--- Entries shown ---

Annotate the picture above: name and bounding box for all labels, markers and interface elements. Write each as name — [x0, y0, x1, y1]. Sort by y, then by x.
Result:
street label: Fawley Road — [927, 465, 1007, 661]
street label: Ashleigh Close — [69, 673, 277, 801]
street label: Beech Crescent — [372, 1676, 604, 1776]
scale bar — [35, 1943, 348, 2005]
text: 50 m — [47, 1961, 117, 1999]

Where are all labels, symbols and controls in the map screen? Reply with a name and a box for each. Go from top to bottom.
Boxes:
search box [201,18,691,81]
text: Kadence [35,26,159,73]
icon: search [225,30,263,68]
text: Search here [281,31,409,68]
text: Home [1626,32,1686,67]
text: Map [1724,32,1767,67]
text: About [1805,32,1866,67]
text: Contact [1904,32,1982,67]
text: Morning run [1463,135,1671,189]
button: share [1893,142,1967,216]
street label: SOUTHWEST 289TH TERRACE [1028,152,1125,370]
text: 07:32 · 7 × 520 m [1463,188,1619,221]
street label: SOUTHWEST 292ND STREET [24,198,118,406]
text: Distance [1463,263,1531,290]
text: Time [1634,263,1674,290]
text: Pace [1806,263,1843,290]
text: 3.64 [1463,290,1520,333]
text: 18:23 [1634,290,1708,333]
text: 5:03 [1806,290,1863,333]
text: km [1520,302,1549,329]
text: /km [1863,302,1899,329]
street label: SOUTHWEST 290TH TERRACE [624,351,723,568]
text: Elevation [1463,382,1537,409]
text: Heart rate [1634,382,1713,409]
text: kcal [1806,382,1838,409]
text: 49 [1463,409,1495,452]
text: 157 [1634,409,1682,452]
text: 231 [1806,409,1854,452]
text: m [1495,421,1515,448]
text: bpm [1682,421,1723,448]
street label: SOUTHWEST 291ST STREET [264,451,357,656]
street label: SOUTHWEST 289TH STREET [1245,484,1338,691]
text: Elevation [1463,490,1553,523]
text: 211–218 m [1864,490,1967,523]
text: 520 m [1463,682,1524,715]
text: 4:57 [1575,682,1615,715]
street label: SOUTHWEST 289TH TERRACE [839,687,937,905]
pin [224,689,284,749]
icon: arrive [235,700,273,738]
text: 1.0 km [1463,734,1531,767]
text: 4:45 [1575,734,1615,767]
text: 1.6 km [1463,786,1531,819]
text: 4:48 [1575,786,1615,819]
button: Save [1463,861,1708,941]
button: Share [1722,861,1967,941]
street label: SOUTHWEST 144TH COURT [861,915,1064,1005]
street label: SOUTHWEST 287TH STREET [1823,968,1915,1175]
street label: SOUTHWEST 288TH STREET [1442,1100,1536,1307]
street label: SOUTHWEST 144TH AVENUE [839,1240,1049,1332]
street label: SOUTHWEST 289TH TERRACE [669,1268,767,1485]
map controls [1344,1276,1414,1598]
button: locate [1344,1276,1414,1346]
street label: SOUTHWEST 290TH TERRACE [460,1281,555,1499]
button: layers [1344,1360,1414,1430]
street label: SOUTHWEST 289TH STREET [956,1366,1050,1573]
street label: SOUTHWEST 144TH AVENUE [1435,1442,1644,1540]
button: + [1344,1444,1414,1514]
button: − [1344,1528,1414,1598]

---

Gather each line in these records that contains the string "name".

_Solution to this task_.
Annotate the picture above: name and bounding box for all labels, markers and interface elements. Write each as name — [x0, y0, x1, y1]. Sort by y, then by x.
Where are all labels, symbols and controls in the map screen? Reply with a name and a box for each. Go from top to bottom.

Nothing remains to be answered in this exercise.